## Problem description:
In the entries below, find the lines with the word "keys" and copy them.

- - - - - - -

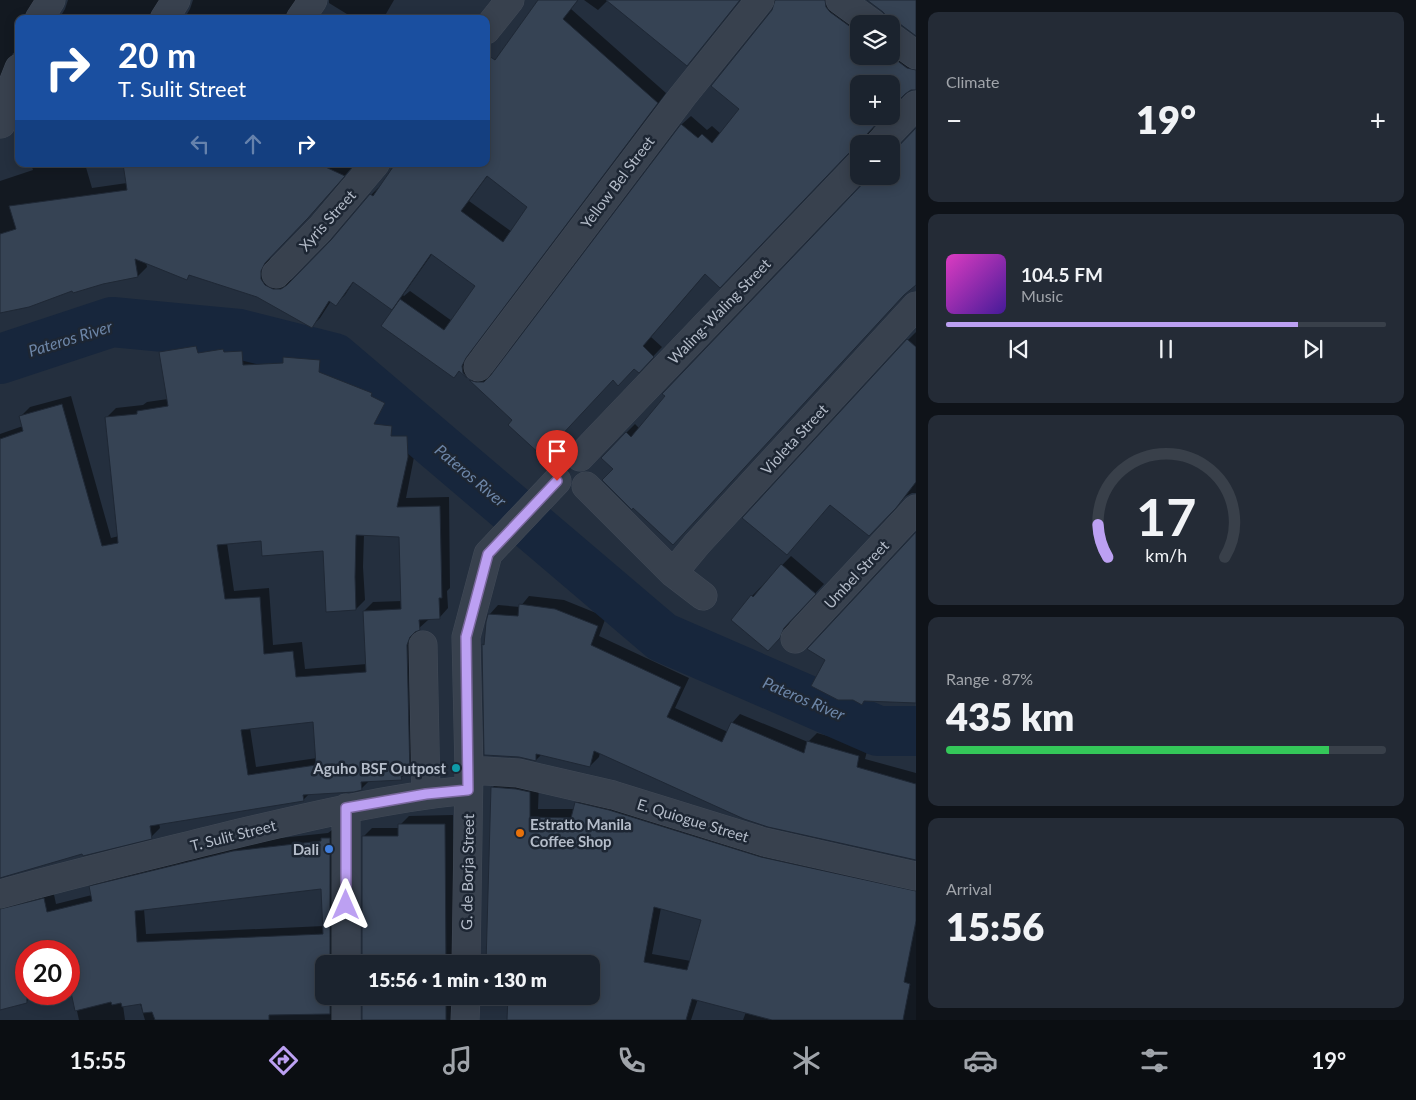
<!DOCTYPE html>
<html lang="en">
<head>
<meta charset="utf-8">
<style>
  :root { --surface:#1b232e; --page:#242b36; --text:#f1f3f6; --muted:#a0a4aa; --line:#39404a; --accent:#bca0f2 }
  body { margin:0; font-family:Lato,sans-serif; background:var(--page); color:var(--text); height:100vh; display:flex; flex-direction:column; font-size:19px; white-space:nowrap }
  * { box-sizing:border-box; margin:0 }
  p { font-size:16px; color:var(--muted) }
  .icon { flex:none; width:28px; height:28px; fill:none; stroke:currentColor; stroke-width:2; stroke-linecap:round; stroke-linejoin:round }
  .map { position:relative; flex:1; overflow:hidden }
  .sheet { display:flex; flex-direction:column; gap:12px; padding:12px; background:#0f1319; width:500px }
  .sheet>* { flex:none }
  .guide { position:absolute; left:15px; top:15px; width:475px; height:152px; border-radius:10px; box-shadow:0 2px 12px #0003,0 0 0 1px var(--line); background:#1a4fa0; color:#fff; overflow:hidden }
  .buttons { position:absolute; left:850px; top:15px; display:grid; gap:10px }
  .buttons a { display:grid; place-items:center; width:50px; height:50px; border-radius:10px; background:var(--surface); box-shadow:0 2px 12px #0003,0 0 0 1px var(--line); font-size:25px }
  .speed { position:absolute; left:15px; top:940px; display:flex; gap:10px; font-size:25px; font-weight:700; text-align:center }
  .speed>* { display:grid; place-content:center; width:65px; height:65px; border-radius:50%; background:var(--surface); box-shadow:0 2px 12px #0003,0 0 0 1px var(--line); line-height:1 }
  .speed .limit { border:8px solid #d22; background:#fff; color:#111 }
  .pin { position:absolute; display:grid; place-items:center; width:42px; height:42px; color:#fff; margin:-51px -21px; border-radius:50% 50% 50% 0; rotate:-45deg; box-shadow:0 0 5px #0007 }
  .pin .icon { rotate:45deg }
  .me { position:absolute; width:55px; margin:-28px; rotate:0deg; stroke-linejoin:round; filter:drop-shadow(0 0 4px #0008) }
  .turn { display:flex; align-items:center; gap:18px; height:105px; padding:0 20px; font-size:22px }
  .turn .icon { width:65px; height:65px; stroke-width:2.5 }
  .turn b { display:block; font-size:35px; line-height:42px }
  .lanes { display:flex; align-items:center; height:48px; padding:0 20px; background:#0003; justify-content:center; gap:25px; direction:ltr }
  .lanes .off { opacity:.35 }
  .big { font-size:38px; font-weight:800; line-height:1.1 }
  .sheet .tile { flex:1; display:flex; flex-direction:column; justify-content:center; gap:8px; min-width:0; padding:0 18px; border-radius:10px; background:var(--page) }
  .sheet .dial { align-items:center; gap:0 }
  .dial svg { height:130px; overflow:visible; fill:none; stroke:var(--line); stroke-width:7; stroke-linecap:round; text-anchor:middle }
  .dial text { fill:var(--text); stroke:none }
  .song { display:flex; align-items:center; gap:15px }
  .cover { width:60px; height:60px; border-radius:8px; background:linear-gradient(135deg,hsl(310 70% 55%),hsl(260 70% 35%)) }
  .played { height:5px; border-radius:2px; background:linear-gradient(90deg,var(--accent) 80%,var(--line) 80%) }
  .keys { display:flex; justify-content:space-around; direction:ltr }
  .heat { display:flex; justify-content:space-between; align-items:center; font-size:28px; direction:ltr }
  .charge { height:8px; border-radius:4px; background:linear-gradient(90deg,#34c759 87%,var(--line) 0) }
  .trip { position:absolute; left:315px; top:955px; width:285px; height:50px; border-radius:10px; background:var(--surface); box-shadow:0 2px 12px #0003,0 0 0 1px var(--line); font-weight:800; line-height:50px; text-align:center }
  .tabs { display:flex; height:80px; justify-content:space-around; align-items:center; background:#0b0e12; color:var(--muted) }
  .tabs .icon { width:35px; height:35px }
  .tabs .current { color:var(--accent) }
  .tabs b { font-size:22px; color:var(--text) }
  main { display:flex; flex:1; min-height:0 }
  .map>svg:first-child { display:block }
  .shadow { fill:#0007; fill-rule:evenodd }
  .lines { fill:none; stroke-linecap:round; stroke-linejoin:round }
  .river { stroke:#17263c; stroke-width:50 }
  .building { fill:#364354; stroke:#1f2835; fill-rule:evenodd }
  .minor-casing { stroke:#414a57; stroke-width:29 }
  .minor { stroke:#38414e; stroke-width:28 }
  .route-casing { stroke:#7a689d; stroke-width:12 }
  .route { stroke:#bca0f2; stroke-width:9 }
  .culture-dot { fill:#0f9aa8; stroke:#1d2633; stroke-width:2 }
  .food-dot { fill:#e8710a; stroke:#1d2633; stroke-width:2 }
  .shop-dot { fill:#3f7fe0; stroke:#1d2633; stroke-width:2 }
  .labels { text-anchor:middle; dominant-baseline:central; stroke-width:5; stroke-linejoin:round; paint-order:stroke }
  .street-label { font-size:15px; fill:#b4bcc9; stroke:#1d2633 }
  .poi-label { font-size:15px; font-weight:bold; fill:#b4bcc9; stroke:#1d2633; text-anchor:end }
  .water-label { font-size:16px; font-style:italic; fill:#6d86a8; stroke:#1d2633 }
</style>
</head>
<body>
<main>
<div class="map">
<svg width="916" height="1020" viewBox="0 0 916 1020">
  <rect width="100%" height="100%" fill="#242f3e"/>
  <!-- shadow -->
  <path class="shadow" d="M0,0H35L32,9L35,19H19V52L13,53L0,90Z
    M68,0H160L157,9L159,19H59L65,9Z
    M193,0H296L286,19H184L190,9Z
    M329,0H394L383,19H355L329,3Z
    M540,0H578L571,9L666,93L474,347L471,356L476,368L467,376L460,370L454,377L397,303L354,281L345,295L336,304L331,301L320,318L311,327L258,296L191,274L187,278L146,262L147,267L138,276L73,290L0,312V181L33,170L31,164H85L92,188L127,183L124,164H350L353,166L317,208L273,253L269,261L270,269L282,281L291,280L297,277L332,241L371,195L380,186L381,187L398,164H486ZM488,175L529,207L512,232L469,201ZM432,254L477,285L452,321L410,291L404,296L403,295Z
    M584,0H740L687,64L608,0L598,10Z
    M777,0H836L859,24V56H891V41L916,59V89L891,84H859V116L876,123L872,131L874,141L872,144H859L706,273L651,337L662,347L639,371L634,367L613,379L514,420L471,380L479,372L485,374L496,372L682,124L691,116L707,130L712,126L721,134L741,109Z
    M916,129V285L905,293L615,469L626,433L635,424L640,429L891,176V150L899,147Z
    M916,332V493H912L906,496L878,526L908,340Z
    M205,338L206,345L232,341V343L251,342V357L287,355L294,349L328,351L327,363L380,384L379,387L393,394L381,415L400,417L399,428L415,427L416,447L406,498L449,497L450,588L447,591L448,608L440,617L428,618V620L417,630L416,635L418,765L409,774H405L401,778L370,780L361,789L309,794L303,800L159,823L160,828L151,837L83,853L0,877V434L23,426L21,416L30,407L71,396L111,538L119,536L107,417L116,408L143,405L147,402L168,399L160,353L169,344ZM364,534L401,536L402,601L373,602L364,611L367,664L305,669L302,642L273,645L269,588L234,591L227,543L262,540L325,549L356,609L365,600L363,567ZM314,721L317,758L256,767L250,728Z
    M791,556L824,584L792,618L788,627L777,641L732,620L752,596Z
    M529,596L564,600L606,617L599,636L689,678L675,708L728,732L732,723L740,714L808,742L817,733L868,747L865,759L916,773V859L600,752L599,757L590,766L542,754L536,760L483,645L486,642L490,614L498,605L520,607Z
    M501,779L539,783L538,809H575L576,803L585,794L916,882V1020H743L746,1012L698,999L691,1020H507L591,996V964L492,788ZM661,908L703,920L691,961L652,954Z
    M453,815L454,964H363V837L372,828H400V825L409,816Z
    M339,829L342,964H324V996H339L342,1020H145L129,967L118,970L125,1020H79L72,989L69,990V951H26V994H51L29,999L26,1002L0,1009V897L53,890L56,904L92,895L90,887L99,878L242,842L328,833L332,830ZM322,888L324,926L146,934L144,909Z
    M363,996H454L461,1020H363Z"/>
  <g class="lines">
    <!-- river -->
    <path class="river" d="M0,359L112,322L239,334L334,358L662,637L878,731H916"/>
  </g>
  <!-- building -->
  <path class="building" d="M538,0H578L563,19L658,103L466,358L462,366L463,373L467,378L459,371L454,378L381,326L400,299L444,330L475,286L431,254L392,310L353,282L336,306L329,301L312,328L257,297L189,275L187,280L135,259L138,277L103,284L73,293L72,291L29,307L0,313V234L16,229L9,206L127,190L123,164H319L345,176L308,218L265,263L261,271V279L265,285L273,289H281L287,285L331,240L370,194L373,196L395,164H486V54L495,60ZM487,176L527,207L503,242L461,211Z
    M606,0H740L687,66Z
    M775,0H825L826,7L830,12L859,33V56H891L907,68L916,70V90H911L905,94L891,108V84H859V116H884L867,134L864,144H859V150H854L848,154L720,288L705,274L643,346L654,357L639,373L634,369L618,386L613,380L542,456L508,425L512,420L469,380L476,382H484L490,376L681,124L698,138L702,134L712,143L739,109L711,86L772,10Z
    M867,0H916V36L900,24L893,22H888L887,17L883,12Z
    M916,128V285L904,295L673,545L633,508L632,510L602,480L613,469L601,458L626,432L631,437L665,396L662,394L870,176H891V154Z
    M907,339L916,347V482L896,508L869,536L830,505L787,555L742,518Z
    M196,346L198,353L223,349L224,352L242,351L243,365L283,363V357L320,360L319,372L372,393L371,396L385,403L374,424L392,426L391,436H407L408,457L397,507L440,506L442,598H439L440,619L419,620L420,630L415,632L410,637L407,645L410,775L401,776L402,780L361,782L362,790L354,792L303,795L304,801L150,826L152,839L83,856L82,854L0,878V439L23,431L19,416L62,404L102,546L118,543L105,417L137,414V411L168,406L159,352ZM356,535L399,537L401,609L363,611L366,672L296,677L293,651L264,654L260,597L225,599L217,545L261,541L262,556L323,551L326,612L356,610L355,577ZM313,722L316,765L248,775L241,730Z
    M916,532V703L864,701L862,705L853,700H838L811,686L825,660L807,649Z
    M781,564L816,594L784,628L780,638L768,651L731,620L751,595L753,597Z
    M519,604L555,609L598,626L591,645L681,687L667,717L722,742L731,722L804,753L807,741L859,756L857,767L916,784V860L768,827L744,819L594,751L590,767L536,754V761L519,757L484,755L482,644L484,645L486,622L488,614L518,616Z
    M491,787L516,789L530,792V817L571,818L575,802L609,810L761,857L916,891V921L904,982L910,984L903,1020H772L692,999L686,1020H507L508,996H591V964H486ZM654,907L701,920L687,970L644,962Z
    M398,824H445L446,964H362V836H398Z
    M321,838H330V964H324V996H330V1014L269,1015V1020H155L152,1012L143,1013L141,1004L122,1007L121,1003L112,1005L111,1002L75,1011L69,983V951H26L27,1003L0,1010V909L44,898L47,912L92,901L89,886L233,851L321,841ZM321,889L323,934L137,942L135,911Z
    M362,996H446V1020H362Z"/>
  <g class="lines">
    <!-- minor casing -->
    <g class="minor-casing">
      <path id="minor" d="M840,0L873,24
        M39,19L51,0
        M164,19L176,0
        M300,19L313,0
        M486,30L510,0
        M891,37L916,55
        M1,124L11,88L19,68
        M879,144L916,105
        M276,274L320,229L375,164
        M478,367L682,97L760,0
        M580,457L859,165
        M586,486L673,573L703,596
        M673,573L697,544L916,306
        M795,639L916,509
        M423,645L426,794
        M469,770L518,773L613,795L764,842L916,876
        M346,808V964
        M0,894C75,873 151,855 227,836C307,817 386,798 468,790
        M466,964L469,770L466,637L488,554L557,481
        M346,996V1020
        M465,1020L466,996"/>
    </g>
    <!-- minor -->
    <use href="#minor" class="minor"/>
  </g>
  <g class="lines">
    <!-- route casing -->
    <g class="route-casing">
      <path id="route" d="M346,905V808L426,794L468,790L466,637L488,554L557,481"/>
    </g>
    <!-- route -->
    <use href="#route" class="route"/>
  </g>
  <!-- markers -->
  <circle class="culture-dot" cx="456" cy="768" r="5"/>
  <circle class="food-dot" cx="520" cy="833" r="5"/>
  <circle class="shop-dot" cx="329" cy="849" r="5"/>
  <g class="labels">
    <!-- street labels -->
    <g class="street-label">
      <text transform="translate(617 182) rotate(-53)">Yellow Bel Street</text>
      <text transform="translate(327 220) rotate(-48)">Xyris Street</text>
      <text transform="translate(719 311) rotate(-46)">Waling-Waling Street</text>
      <text transform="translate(794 439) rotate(-47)">Violeta Street</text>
      <text transform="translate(856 574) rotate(-47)">Umbel Street</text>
      <text transform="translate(693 820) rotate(17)">E. Quiogue Street</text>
      <text transform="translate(233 835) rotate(-14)">T. Sulit Street</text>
      <text transform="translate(467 872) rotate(-89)">G. de Borja Street</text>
    </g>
    <!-- poi labels -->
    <g class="poi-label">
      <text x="446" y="768">Aguho BSF Outpost</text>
      <text x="530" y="824" text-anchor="start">Estratto Manila<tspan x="530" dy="17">Coffee Shop</tspan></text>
      <text x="319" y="849">Dali</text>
    </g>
    <!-- water labels -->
    <g class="water-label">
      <text transform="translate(70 338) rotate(-17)">Pateros River</text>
      <text transform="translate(471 475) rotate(40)">Pateros River</text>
      <text transform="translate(804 698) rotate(23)">Pateros River</text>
    </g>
  </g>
</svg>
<div class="buttons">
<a><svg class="icon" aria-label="layers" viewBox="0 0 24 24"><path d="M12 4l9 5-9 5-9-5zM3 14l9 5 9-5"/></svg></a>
<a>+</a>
<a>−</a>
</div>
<div class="speed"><div class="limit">20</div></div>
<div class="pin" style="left:557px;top:481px;background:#d93025"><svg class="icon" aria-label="arrive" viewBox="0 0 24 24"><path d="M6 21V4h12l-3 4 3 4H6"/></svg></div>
<svg class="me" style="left:346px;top:905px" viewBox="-20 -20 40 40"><path d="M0-17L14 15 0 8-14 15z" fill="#bca0f2" stroke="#fff" stroke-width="4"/></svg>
<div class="trip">15:56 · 1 min · 130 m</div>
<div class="guide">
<div class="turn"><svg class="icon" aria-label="right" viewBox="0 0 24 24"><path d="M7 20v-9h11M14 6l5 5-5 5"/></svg><div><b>20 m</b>T. Sulit Street</div></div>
<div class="lanes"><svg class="icon off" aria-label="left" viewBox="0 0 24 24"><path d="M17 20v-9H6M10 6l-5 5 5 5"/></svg><svg class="icon off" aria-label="ahead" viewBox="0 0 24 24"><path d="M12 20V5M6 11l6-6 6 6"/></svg><svg class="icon" aria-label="right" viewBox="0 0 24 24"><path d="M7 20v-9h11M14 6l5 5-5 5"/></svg></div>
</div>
</div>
<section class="sheet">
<div class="tile"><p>Climate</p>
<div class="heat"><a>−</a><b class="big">19°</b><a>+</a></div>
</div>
<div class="tile">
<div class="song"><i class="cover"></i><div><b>104.5 FM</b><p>Music</p></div></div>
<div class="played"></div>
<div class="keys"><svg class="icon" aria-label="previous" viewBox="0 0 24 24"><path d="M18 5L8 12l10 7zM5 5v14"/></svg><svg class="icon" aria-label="pause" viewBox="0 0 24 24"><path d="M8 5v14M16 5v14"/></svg><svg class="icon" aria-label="next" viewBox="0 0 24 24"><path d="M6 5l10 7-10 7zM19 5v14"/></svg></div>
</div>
<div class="tile dial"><svg viewBox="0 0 100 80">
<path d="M14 69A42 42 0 1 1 86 69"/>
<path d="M14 69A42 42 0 0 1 8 49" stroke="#bca0f2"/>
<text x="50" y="56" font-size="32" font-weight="700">17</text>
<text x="50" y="72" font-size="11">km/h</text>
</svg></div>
<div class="tile"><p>Range · 87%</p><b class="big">435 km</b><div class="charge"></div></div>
<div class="tile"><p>Arrival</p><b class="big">15:56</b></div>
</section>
</main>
<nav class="tabs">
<b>15:55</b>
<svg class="icon current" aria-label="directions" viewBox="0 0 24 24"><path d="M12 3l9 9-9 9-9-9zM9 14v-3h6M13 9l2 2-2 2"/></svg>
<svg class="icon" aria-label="music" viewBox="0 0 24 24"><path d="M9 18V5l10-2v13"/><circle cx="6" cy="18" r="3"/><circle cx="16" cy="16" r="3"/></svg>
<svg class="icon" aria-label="phone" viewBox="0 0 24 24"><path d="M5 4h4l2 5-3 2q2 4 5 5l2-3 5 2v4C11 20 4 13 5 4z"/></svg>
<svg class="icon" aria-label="climate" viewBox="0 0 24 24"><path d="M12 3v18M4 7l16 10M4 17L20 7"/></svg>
<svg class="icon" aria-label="car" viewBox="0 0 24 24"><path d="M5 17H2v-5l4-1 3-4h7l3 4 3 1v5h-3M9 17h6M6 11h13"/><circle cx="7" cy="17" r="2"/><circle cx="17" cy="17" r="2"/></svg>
<svg class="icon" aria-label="filters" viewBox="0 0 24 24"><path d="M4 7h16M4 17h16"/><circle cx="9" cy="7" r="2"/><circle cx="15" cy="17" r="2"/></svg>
<b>19°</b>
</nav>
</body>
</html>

- - - - - - -

## Output of the task:
  .keys { display:flex; justify-content:space-around; direction:ltr }
<div class="keys"><svg class="icon" aria-label="previous" viewBox="0 0 24 24"><path d="M18 5L8 12l10 7zM5 5v14"/></svg><svg class="icon" aria-label="pause" viewBox="0 0 24 24"><path d="M8 5v14M16 5v14"/></svg><svg class="icon" aria-label="next" viewBox="0 0 24 24"><path d="M6 5l10 7-10 7zM19 5v14"/></svg></div>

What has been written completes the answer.